The Ed Sullivan Phenomenon – Can Anything Replace it?
Let’s travel back in time once again for another blog on a long ago memory. I know my regular readers love this nostalgia, and I hope my younger readers find the differences in our culture and everyday living a little bit fascinating as I often do.
Today’s topic is television. There were three channels to watch, (ABC, NBC, and CBS) plus PBS before Sesame Street when programming was high-brow and not of interest to a kid growing up. Later as I was a teen, UHF stations came into play – on the stations that Fox, and the WB play on now. Those stations mostly played reruns of favorite shows and some sporting events.
Again, there was not much choice or selection in the days before Cable TV. No DVR’s either. Don’t get me started on having a black and white TV while everyone else was getting color TV, and how many of us had to use pliers to turn the channels when the knob that turned the channels broke from use? (Most of us did not have remote TV sets through the 60’s)
There was usually one big console TV set in the main room – the living room. Later on there may have been a second TV in the parent’s bedroom.
Viewing shows as a family was a necessity, and some evenings, it was non-negotiable over what was going to be played on the one TV set. On Sunday nights, it was Ed Sullivan for just about every family I knew including my own. It was an entertainment, variety show that features comedians, rock groups, snippets from Broadway shows, puppet shows, acrobats and other circus acts, and singers from my parent’s generation. It was such a phenomenon in our pop culture, there was even a song about him in the Broadway show and movie, “Bye, Bye Birdie.”
Kids gladly suffered through the opera singers and ballet performer acts to see the rock group(s) that would appear each week through the sixties and early seventies .
By the way, no one actually watched to see Ed Sullivan – he was kind of a stiff. He appeared to have severe stage fright that he never quite conquered as he robotically read the cue cards for each guest. The only time he relaxed was when a comedian or singer that he obviously knew personally came up to greet him after their act and he would laugh at whatever they would say to him, his posture and body slackening just a bit. Other than that, he was a bit of a robot. Yet he was a keen scout on talent and new trends, and wanted to be the first American television show the Beatles would appear on when they first got attention on US radio play. Old Ed not only scored the Beatles, but he fully embraces the British Invasion rock groups – even the weird ones, as well as all the US ones.
But you have to respect an older guy who was hip enough to invite the hottest rock groups of our era on his “family program” complete with their hippie looks and clothes. He always called them over and thanked them for appearing, shaking their hands warmly. (This was the only warm thing about him.) This kind of cracks me up now when I watch on You Tube or on an occasional PBS special about Ed Sullivan, because the generational differences – Ed in his suit and tie and slicked back short hair – greeting all those granny glasses, long-haired types with funky clothing.
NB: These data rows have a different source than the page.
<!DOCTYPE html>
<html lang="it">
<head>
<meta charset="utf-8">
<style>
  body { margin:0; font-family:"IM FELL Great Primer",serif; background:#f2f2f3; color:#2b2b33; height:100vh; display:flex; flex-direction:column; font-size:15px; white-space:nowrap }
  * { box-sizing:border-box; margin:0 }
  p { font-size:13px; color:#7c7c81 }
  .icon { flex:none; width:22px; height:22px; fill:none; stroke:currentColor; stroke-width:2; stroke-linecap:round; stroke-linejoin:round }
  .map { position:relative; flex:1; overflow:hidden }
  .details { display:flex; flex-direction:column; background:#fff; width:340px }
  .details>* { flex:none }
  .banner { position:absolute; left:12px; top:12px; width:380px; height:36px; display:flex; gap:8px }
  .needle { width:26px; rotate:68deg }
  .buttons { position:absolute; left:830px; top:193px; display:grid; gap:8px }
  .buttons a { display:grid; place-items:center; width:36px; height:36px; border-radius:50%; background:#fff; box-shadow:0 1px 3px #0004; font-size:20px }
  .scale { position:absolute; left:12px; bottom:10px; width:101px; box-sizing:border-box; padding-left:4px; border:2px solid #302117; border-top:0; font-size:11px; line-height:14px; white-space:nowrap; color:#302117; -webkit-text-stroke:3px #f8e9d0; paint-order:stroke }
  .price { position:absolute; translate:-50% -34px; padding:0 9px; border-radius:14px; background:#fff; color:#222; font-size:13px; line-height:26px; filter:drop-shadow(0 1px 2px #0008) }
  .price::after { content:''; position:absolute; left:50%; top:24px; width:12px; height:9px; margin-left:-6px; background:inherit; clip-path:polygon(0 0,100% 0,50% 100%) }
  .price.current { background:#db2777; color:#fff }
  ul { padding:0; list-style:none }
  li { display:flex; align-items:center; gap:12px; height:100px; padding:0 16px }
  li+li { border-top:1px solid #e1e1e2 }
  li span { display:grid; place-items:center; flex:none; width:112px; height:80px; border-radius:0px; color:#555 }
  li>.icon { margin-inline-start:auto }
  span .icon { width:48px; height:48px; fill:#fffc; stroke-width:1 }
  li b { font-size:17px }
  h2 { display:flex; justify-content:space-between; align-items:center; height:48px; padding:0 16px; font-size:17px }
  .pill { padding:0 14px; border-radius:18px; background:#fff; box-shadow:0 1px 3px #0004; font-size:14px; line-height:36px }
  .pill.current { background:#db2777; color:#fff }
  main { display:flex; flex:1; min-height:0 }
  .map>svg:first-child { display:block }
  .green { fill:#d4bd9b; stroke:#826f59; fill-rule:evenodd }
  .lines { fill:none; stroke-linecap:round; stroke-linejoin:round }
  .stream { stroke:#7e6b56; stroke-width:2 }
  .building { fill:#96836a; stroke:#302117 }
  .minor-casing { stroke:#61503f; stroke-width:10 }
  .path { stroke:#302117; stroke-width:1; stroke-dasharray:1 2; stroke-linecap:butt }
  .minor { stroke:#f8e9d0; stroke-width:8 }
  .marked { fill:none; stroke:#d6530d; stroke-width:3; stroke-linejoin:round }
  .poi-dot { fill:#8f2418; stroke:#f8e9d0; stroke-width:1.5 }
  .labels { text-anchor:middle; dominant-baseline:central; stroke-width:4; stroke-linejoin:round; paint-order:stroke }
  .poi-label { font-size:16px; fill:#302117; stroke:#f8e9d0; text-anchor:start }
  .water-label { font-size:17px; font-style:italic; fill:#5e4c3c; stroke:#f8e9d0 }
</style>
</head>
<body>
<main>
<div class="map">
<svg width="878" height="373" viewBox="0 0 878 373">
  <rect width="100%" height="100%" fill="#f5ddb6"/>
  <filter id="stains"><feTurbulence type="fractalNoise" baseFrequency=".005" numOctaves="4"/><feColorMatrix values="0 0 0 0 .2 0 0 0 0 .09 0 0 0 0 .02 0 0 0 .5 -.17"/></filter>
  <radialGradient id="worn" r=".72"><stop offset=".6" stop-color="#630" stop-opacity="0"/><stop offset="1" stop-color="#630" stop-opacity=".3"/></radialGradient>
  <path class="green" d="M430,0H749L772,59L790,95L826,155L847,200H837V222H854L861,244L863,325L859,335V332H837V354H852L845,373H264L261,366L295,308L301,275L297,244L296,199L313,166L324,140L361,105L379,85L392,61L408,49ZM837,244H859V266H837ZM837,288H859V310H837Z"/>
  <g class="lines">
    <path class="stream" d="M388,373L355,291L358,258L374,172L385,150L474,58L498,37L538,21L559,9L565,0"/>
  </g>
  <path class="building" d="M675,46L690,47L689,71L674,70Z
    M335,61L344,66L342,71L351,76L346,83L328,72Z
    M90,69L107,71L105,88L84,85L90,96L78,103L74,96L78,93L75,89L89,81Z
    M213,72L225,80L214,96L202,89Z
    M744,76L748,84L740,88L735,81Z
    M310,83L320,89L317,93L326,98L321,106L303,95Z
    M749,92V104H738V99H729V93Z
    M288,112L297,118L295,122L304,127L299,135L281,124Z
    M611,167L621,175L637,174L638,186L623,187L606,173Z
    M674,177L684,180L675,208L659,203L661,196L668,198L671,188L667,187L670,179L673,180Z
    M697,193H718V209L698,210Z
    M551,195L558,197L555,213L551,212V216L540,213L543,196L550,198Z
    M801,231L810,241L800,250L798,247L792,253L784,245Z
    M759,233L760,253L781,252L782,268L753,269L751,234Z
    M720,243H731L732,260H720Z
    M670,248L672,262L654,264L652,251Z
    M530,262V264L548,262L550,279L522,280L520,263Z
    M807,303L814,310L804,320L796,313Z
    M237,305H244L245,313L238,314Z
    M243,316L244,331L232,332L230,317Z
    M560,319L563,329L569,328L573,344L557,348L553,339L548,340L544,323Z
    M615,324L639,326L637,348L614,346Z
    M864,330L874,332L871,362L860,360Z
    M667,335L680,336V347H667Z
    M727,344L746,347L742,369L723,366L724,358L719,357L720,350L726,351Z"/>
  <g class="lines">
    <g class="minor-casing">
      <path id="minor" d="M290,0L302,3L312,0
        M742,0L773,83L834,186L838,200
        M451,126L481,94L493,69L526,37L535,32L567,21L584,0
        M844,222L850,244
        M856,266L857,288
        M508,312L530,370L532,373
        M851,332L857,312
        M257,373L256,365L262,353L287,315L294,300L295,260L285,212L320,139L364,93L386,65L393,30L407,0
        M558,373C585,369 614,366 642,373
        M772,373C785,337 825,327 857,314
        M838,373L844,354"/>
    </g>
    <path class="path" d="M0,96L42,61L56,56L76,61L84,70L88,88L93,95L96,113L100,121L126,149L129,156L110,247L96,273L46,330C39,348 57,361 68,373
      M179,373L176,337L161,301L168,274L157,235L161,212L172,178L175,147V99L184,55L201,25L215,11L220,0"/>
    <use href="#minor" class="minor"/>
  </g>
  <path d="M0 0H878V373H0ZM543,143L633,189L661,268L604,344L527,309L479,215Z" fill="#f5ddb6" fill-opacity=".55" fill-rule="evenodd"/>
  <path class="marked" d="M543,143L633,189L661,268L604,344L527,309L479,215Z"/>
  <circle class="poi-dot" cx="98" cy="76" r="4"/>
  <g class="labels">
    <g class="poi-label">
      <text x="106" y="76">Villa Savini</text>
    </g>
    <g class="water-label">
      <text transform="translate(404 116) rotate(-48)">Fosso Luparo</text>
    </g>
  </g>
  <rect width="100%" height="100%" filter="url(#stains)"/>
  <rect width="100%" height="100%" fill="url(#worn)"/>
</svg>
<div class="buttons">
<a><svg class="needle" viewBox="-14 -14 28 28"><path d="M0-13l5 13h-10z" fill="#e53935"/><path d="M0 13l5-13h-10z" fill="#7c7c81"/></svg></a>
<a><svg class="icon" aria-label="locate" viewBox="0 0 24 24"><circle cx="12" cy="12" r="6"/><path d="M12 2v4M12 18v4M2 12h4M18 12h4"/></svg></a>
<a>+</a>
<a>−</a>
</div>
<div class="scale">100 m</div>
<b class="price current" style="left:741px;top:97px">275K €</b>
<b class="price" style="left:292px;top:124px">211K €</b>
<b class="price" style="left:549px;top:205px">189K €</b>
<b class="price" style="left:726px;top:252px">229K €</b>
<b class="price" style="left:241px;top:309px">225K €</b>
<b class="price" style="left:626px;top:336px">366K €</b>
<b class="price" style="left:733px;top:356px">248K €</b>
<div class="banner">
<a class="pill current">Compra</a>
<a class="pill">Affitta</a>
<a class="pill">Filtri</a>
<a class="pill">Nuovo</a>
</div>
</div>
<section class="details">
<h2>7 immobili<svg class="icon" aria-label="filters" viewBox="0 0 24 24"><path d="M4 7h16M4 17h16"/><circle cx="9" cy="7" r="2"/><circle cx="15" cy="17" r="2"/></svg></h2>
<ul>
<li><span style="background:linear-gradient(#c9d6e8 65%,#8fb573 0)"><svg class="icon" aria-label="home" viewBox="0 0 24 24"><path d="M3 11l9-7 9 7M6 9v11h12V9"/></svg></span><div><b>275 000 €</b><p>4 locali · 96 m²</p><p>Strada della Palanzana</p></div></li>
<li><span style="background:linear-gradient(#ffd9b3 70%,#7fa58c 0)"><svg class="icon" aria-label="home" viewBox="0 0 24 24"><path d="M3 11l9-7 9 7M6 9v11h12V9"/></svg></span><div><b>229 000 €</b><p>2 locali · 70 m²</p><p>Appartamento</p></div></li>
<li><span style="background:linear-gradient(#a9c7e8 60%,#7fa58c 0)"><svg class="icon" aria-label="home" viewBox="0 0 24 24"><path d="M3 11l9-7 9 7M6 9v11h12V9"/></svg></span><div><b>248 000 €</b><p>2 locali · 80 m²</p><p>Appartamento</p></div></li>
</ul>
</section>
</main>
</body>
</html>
It would be as if someone like Judge Judy (Who tries hard to keep a straight face but not her utter contempt for some of the weirdos on her show) got off her bench and warmly approached the tattooed, pierced, droopy-drawered younger generation that she has on her show. Not a chance.
I watched each week mesmerized by the rock groups that would appear while cameras scanned the audience filled with shrieking teens. I always laughed at my father’s commentary for most of them, shouting out comments to the TV such as, “no talent, long-haired weirdos,” or “that’s noise, not music,” even though I could not disagree more. (He eventually came around to be a very big Beatles fan and learned to enjoy popular music that included many other groups too) He was mostly teasing me anyway – that was the kind of guy he was.
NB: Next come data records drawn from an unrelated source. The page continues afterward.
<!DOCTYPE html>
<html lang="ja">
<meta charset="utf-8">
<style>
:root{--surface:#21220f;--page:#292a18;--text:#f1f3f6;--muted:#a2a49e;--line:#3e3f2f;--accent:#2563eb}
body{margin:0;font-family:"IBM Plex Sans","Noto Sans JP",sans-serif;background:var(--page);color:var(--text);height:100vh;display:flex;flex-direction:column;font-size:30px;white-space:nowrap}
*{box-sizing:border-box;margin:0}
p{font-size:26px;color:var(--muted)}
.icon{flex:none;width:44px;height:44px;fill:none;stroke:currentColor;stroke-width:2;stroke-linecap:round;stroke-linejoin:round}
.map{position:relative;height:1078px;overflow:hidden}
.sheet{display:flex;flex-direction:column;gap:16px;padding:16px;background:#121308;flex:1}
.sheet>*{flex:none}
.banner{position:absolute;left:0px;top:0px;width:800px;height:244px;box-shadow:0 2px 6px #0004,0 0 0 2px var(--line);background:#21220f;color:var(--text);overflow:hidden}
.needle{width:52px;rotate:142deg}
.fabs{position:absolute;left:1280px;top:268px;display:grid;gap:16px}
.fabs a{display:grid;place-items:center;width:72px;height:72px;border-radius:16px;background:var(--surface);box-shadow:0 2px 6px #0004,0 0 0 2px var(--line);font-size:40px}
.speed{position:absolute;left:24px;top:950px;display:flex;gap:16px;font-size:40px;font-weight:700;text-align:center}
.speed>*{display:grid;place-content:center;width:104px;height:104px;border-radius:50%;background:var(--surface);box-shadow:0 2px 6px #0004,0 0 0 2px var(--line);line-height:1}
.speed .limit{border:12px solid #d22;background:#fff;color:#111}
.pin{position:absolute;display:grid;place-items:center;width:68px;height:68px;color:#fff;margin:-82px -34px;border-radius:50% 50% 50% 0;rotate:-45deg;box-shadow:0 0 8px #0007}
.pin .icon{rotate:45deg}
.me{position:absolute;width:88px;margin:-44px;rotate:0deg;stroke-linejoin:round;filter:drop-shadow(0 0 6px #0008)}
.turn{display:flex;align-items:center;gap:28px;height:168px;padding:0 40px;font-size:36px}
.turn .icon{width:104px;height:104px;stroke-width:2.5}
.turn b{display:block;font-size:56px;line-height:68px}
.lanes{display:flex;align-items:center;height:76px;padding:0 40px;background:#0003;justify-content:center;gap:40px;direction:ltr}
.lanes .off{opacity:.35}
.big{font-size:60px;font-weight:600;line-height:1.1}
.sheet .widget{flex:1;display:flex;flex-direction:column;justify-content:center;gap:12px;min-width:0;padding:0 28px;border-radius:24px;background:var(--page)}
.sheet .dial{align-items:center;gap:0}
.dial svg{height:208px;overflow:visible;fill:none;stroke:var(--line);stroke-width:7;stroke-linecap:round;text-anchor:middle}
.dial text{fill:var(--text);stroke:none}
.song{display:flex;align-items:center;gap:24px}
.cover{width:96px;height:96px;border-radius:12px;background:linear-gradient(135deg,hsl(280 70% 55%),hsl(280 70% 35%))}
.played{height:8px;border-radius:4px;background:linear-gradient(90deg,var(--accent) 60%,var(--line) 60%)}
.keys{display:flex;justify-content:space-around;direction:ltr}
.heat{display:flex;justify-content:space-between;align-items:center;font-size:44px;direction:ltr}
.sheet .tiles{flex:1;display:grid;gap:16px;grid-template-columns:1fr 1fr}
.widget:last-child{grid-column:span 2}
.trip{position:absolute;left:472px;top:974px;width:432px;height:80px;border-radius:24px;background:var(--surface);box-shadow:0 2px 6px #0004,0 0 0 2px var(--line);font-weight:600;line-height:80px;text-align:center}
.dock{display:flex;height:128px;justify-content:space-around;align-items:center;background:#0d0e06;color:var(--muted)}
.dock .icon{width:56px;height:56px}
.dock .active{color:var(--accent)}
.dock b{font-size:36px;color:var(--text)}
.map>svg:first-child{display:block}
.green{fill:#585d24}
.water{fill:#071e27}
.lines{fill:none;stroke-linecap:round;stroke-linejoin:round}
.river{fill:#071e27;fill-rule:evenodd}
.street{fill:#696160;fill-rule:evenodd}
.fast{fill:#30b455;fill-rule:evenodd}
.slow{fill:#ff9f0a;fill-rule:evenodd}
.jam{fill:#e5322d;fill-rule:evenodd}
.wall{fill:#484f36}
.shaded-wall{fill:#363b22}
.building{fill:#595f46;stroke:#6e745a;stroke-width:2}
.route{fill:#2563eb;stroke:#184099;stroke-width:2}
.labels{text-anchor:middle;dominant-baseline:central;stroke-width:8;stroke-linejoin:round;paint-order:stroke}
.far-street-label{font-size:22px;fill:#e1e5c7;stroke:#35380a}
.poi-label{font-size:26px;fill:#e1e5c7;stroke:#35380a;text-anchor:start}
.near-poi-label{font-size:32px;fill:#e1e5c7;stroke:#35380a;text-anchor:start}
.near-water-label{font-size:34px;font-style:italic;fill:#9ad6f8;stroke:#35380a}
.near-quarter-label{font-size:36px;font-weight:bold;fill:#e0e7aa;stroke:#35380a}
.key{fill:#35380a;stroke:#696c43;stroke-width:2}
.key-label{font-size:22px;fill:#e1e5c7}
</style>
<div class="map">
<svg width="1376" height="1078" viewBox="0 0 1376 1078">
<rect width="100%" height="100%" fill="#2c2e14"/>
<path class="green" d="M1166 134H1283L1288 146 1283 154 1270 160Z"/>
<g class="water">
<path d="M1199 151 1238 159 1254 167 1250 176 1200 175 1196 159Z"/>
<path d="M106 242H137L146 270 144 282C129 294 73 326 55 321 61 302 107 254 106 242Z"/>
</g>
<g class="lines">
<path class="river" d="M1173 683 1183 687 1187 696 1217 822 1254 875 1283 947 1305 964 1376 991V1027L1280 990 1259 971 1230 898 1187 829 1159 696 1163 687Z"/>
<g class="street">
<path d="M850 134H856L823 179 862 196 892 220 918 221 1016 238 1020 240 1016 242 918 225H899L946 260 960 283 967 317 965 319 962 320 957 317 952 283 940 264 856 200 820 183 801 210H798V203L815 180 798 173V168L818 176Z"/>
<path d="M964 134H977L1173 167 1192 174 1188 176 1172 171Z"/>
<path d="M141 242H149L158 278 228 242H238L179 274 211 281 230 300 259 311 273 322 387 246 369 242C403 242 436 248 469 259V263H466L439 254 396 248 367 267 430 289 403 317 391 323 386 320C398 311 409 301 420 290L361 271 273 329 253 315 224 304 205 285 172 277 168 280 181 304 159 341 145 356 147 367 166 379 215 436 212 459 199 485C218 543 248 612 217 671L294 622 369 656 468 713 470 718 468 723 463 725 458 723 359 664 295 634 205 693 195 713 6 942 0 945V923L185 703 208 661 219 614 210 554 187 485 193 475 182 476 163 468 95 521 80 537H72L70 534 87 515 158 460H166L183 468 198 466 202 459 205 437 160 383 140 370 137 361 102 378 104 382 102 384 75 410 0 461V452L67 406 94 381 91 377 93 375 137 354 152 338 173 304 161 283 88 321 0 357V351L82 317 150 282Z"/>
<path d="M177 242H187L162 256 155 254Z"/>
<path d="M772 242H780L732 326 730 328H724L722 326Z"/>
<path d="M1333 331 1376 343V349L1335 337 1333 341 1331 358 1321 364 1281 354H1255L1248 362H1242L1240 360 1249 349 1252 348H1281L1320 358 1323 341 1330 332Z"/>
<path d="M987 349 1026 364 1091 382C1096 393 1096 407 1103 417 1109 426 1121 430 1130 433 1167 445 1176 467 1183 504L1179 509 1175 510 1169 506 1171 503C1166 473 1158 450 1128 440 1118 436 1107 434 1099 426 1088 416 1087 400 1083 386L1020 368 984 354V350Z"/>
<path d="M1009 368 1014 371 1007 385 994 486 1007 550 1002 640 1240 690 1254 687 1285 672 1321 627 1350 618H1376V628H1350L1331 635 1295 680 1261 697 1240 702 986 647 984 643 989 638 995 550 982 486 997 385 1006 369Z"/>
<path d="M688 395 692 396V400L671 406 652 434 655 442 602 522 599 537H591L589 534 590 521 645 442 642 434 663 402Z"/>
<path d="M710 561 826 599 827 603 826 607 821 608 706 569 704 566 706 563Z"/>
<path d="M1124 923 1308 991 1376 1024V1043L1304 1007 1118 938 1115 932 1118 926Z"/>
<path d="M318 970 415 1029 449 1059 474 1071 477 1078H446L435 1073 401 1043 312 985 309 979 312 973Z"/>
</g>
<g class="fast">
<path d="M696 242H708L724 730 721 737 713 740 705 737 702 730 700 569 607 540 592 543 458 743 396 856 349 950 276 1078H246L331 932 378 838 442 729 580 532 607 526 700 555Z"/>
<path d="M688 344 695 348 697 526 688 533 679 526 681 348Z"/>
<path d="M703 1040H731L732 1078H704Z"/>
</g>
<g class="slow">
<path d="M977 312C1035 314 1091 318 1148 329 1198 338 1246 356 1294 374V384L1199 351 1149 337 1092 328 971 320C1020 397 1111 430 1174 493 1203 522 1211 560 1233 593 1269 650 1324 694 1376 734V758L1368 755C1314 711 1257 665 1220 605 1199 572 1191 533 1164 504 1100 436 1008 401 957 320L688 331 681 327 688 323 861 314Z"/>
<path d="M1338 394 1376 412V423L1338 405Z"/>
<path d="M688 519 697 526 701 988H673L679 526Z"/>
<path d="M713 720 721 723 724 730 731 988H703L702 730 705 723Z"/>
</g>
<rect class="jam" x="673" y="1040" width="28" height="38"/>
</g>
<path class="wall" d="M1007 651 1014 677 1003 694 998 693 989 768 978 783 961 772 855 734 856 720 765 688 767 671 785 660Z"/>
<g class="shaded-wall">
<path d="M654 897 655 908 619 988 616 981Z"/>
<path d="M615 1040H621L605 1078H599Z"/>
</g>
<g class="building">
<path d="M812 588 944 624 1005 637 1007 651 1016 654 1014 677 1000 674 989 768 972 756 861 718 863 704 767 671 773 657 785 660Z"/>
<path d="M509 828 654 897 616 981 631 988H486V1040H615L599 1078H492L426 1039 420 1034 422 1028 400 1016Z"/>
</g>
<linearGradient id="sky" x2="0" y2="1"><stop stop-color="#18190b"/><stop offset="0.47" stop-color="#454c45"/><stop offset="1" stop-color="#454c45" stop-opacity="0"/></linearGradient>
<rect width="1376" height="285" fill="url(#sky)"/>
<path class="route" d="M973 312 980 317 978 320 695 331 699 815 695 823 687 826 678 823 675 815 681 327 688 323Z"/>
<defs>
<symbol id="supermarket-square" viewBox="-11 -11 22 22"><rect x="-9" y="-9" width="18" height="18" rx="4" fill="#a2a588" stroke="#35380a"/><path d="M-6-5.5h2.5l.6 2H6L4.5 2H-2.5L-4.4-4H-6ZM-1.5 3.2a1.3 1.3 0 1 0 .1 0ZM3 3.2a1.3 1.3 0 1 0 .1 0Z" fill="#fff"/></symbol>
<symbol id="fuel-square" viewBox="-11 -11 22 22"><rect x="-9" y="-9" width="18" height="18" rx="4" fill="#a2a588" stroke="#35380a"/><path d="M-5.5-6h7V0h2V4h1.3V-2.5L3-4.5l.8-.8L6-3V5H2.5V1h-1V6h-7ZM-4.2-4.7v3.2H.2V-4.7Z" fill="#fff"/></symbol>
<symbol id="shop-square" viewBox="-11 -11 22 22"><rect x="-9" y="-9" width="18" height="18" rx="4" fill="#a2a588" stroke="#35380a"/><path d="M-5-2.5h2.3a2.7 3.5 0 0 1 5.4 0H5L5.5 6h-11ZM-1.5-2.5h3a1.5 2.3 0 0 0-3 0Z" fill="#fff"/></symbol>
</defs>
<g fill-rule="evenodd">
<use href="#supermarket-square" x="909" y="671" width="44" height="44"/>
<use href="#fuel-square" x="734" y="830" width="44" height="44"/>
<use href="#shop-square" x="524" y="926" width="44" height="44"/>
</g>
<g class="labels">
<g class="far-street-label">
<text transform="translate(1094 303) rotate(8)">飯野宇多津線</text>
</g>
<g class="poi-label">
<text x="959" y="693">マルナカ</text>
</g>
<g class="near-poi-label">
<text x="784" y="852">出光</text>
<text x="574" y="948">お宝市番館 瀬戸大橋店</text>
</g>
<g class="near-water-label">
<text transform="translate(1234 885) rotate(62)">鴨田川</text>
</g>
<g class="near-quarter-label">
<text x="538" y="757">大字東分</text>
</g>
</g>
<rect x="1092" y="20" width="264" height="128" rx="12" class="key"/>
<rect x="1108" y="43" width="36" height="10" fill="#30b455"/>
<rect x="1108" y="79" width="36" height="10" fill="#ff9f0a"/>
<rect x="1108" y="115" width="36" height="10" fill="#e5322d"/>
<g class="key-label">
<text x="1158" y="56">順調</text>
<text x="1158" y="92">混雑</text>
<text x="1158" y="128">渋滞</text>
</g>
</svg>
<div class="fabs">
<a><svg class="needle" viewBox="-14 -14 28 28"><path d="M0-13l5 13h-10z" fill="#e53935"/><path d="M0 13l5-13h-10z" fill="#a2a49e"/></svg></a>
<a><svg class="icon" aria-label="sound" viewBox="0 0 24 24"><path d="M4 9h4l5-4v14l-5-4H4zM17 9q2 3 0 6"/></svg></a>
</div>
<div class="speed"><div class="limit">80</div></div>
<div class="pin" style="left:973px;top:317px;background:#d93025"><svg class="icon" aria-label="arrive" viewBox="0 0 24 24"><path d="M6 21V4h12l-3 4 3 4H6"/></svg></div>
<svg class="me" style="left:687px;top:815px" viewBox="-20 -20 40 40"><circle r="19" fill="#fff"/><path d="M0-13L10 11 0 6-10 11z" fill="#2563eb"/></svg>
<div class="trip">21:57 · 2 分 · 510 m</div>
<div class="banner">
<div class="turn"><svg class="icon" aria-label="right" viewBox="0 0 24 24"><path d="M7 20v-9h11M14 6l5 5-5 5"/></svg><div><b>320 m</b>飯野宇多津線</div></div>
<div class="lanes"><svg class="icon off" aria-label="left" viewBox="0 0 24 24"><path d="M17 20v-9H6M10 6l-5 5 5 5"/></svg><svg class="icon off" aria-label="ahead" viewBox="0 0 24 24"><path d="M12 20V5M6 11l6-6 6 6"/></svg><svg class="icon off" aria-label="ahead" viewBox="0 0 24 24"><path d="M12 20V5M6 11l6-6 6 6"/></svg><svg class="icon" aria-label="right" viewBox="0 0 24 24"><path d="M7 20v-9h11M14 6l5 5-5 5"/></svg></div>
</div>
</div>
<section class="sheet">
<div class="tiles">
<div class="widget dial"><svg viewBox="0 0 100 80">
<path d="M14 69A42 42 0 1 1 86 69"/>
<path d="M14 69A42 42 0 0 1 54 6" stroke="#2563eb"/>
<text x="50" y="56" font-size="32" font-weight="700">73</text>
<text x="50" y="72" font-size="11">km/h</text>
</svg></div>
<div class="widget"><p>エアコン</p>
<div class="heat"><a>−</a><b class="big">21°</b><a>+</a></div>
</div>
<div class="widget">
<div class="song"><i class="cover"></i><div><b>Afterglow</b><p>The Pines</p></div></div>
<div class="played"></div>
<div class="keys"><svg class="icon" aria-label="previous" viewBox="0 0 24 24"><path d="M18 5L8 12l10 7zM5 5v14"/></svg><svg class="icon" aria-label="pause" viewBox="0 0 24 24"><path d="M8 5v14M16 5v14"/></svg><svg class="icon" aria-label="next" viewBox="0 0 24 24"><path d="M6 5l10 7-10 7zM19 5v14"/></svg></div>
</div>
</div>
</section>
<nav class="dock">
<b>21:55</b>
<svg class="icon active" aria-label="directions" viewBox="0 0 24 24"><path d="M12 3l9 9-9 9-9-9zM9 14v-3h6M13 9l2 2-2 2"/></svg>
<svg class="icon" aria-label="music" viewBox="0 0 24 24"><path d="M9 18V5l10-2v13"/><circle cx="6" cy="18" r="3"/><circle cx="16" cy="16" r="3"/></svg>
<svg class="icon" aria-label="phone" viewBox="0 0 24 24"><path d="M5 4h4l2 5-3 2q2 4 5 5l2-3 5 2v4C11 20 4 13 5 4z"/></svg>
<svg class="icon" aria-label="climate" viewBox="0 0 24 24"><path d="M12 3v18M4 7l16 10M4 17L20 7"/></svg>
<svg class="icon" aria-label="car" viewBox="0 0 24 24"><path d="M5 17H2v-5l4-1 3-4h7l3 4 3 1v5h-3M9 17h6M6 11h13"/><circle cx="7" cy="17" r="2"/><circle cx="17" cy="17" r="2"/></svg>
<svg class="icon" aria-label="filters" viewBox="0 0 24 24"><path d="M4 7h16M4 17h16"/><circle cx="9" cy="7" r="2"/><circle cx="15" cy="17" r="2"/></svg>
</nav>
For the even younger viewers he had Topo Gigio, a little puppet mouse and he had magicians. There was really something for the whole family – and that is my point.
At any rate, Ed Sullivan was a family TV phenomenon mainstay in most American homes through the late 50’s, all through the 60’s and some of the 70’s in a way that nothing since has been able to replace.
Can this show and phenomenon ever be replaced? Do families even sit around the same television set any more to watch a show together? I mean the kind where everyone actually wants to see the show. Perhaps it was that way briefly for American Idol. I have a feeling that family television viewing, other than SPORTS games of course, has gone the way of the Dinosaur. Let me know if I am wrong, those of you with growing families.